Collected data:
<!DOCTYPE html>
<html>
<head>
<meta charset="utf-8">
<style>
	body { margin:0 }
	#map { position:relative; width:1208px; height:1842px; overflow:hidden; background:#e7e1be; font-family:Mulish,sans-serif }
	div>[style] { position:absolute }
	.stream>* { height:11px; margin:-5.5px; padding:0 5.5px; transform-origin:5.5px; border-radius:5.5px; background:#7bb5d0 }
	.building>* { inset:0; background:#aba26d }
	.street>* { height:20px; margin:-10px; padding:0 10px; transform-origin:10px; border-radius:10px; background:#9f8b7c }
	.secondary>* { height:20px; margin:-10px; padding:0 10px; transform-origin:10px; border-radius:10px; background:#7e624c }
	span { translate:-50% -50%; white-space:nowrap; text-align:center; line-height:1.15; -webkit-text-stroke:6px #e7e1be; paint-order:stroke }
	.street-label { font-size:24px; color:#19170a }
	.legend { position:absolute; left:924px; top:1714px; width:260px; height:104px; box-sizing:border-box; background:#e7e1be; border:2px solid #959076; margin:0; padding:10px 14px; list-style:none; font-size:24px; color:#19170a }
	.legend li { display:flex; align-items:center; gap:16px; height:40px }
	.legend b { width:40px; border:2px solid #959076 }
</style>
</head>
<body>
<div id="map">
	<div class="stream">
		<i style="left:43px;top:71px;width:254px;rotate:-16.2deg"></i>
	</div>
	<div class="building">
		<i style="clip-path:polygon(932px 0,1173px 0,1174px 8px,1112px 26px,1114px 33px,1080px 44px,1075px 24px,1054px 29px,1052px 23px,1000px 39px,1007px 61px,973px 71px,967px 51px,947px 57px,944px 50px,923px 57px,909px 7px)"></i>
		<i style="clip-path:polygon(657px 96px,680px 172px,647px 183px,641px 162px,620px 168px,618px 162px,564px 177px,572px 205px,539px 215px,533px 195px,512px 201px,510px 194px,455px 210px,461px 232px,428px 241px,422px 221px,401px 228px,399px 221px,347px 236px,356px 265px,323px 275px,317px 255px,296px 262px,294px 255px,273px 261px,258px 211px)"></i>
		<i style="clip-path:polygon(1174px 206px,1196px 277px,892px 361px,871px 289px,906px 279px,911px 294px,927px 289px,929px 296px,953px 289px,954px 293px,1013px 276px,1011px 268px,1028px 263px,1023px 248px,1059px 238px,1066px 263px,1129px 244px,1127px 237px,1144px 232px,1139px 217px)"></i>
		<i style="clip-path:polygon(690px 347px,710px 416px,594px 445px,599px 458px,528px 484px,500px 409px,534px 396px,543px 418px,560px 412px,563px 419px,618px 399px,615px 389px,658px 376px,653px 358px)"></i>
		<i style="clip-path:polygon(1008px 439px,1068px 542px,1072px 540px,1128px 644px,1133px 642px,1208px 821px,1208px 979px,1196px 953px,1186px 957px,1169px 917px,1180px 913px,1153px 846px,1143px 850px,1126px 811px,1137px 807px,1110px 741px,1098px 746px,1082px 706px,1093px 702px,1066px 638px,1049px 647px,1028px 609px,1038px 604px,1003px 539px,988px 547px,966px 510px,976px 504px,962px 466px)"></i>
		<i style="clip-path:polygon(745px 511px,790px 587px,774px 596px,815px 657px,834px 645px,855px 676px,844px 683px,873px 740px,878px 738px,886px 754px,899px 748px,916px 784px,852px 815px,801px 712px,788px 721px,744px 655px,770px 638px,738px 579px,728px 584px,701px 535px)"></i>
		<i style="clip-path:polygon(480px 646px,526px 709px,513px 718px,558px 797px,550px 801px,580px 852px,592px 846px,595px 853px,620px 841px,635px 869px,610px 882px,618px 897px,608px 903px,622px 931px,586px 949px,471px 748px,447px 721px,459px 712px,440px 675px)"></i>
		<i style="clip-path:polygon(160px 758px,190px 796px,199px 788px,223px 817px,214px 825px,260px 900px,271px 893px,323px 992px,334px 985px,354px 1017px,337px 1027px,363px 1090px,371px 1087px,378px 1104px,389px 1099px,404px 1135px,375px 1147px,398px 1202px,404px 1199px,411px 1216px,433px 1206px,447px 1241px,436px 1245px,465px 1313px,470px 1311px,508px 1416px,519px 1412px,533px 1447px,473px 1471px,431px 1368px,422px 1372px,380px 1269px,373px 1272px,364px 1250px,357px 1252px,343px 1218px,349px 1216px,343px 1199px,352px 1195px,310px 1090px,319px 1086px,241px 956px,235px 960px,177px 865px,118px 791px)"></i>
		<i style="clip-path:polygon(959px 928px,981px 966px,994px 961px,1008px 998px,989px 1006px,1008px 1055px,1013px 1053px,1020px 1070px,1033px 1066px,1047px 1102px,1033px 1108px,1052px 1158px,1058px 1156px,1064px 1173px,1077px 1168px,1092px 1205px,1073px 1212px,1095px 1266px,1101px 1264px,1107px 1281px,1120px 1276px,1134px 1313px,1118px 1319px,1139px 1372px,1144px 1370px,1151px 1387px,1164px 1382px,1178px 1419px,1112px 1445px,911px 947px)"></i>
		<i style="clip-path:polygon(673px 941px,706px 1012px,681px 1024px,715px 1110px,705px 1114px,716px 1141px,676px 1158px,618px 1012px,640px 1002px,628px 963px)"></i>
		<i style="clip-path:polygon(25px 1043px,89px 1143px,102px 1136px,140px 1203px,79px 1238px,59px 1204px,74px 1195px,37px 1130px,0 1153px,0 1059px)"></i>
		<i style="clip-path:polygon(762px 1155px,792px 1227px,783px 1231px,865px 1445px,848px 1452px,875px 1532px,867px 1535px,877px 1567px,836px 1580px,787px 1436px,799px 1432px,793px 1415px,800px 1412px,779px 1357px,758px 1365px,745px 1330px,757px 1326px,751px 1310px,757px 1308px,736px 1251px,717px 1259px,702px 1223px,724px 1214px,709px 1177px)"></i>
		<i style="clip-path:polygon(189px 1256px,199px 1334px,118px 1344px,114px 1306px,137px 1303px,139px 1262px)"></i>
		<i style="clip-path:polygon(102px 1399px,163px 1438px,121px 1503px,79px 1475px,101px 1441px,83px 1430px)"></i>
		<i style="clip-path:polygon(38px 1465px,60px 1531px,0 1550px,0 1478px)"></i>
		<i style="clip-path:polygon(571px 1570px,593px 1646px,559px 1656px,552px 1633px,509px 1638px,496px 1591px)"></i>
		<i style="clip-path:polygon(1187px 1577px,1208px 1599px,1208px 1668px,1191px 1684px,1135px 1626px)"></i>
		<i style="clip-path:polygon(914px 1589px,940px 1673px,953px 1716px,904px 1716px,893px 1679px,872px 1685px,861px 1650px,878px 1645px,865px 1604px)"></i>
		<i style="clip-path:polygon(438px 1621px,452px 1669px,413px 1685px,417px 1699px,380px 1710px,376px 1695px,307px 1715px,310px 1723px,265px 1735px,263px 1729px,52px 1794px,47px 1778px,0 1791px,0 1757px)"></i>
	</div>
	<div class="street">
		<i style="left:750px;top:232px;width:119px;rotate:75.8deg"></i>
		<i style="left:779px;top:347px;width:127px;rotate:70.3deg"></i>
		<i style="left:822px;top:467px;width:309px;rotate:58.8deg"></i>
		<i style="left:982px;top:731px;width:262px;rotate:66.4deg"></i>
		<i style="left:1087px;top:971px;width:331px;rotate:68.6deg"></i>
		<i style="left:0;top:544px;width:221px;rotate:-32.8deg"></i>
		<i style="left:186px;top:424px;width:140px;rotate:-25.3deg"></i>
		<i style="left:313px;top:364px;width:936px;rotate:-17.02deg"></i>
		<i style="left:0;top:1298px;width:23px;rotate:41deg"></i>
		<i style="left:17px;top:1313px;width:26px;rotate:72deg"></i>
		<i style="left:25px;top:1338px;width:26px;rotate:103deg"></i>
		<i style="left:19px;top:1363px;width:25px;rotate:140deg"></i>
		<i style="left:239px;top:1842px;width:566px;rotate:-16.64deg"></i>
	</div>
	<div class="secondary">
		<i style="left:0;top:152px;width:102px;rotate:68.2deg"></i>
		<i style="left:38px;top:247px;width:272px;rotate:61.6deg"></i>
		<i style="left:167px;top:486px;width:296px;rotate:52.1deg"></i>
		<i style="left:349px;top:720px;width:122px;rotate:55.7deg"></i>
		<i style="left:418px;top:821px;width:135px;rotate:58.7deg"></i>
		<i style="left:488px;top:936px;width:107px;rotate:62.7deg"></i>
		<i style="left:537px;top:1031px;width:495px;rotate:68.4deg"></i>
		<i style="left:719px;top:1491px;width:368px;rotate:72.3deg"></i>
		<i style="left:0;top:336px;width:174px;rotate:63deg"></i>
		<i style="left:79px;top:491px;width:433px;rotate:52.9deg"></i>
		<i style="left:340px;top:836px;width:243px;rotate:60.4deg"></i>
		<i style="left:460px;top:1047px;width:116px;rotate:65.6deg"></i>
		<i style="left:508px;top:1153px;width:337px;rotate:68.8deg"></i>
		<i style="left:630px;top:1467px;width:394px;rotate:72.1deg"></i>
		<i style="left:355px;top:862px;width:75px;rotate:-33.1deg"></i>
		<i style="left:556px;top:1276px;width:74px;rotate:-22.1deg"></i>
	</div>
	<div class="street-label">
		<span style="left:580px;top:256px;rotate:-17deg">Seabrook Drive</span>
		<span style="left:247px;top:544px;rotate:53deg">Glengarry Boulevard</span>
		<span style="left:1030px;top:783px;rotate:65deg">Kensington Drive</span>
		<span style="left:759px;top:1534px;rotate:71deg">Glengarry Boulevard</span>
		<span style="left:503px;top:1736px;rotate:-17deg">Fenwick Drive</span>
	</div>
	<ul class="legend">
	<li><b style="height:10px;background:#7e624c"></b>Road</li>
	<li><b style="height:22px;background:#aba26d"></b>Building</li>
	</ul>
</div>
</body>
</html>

*Assignment*:
When copying the data above, please keep exactly the lines from its first line through the line with "height:11px; margin:-5.5px; padding:0", both ends included, and drop the rest.

*Expected answer*:
<!DOCTYPE html>
<html>
<head>
<meta charset="utf-8">
<style>
	body { margin:0 }
	#map { position:relative; width:1208px; height:1842px; overflow:hidden; background:#e7e1be; font-family:Mulish,sans-serif }
	div>[style] { position:absolute }
	.stream>* { height:11px; margin:-5.5px; padding:0 5.5px; transform-origin:5.5px; border-radius:5.5px; background:#7bb5d0 }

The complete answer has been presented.